A View from David Zax
Solar Disinfecting Device for the Developing World
A team at Rice says it can sterilize medical instruments using the sun. The technology could help bring safe surgical procedures to parts of the developing world that lack them.
The ever-industrious engineering students at Rice have made another promising device with medical applications. They’ve modified a solar power apparatus, tweaking it so that it can reach temperatures sufficient to sterilize surgical instruments. The technology could potentially bring effective sterilizing techniques to parts of the developing world that have traditionally lacked them.
The Rice students’ sun-powered autoclave is a modification, essentially, on a much older device, the Capteur Soleil, invented by the Frenchman Jean Boubour. The Capteur Soleil looks something like a metallic swingset, with curved panels to capture solar power.

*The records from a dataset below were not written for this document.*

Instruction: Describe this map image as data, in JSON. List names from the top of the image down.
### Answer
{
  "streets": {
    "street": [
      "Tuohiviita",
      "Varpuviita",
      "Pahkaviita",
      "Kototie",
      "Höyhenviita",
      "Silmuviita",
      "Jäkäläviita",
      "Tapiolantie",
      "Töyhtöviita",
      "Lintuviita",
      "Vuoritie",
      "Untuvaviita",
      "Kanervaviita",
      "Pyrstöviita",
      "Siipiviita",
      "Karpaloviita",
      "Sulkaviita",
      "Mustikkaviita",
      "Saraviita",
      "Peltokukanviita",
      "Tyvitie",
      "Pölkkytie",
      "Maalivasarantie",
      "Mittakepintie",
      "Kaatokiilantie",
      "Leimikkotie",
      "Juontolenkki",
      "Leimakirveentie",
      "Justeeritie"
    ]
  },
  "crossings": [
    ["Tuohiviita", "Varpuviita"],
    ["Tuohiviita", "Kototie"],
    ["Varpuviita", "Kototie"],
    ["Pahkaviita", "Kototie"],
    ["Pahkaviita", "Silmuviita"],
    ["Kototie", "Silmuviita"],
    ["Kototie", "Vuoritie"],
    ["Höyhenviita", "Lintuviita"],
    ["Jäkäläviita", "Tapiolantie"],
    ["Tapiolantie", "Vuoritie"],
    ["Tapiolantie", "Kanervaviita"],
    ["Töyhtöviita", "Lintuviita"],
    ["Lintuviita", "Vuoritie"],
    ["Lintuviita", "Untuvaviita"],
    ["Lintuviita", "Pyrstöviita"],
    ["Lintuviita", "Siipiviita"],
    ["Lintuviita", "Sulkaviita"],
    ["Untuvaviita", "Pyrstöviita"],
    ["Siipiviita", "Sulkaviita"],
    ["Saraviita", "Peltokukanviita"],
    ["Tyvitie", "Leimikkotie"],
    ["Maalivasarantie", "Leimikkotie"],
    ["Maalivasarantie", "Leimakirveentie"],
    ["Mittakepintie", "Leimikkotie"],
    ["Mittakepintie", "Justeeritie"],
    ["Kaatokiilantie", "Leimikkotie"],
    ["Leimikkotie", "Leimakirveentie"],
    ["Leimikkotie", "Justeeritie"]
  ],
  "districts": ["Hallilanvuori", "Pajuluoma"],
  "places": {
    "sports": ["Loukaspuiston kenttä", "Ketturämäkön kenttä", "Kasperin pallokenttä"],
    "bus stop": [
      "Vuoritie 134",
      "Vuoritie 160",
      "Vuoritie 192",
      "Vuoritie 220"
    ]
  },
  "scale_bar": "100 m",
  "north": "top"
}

The Rice students then added a specially insulated box containing the autoclave.
Here’s how the system works. The sunlight’s energy is channeled and used to generate steam. A less inventive design might have simply sent that steam right into the autoclave to sterilize instruments. Instead, the team decided to use the steam to heat a conductive hotplate. The circular hotplate was designed in such a manner as to equally distribute the hot steam as it enters. A YouTube video explaining the project shows the hotplate (it’s around the 0:50 mark), which looks something like crop circles, or a circular labyrinth. As the steam gets ferried through the loops in the labyrinth, it gives “a nice, even heat transfer to the bottom of the autoclave,” says William Dunk, one of the students behind the project, in the video.
The hot plate essentially renders the whole apparatus a stovetop. The autoclave, which a press release describes wonderfully colloquially as “like a tricked-out pressure cooker,” is in a plywood frame and features silicon-based Thermablok insulation, which is derived from no less than NASA research on how to insulate the space shuttle.
Maintaining an autoclave at 121 degrees Celsius for a half-hour is the benchmark set by the Centers for Disease Control and Prevention for an environment that renders instruments sterile, “and we’ve found we’re able to do that pretty easily,” one of the students, Sam Major, recently said. They ran a test using some biological spores from a test kit. After running them through the autoclave, all the spores were dead.
The Rice team isn’t the only group interested in using solar power to sterilize instruments. The World Health Organization has posted information (PDF) on a research group called Solarclave that developed a similar apparatus in partnership with universities and NGOs. As for the Rice team’s device, it’s really “the latest iteration of a much larger project,” in the words of the team’s faculty adviser, Doug Schuler.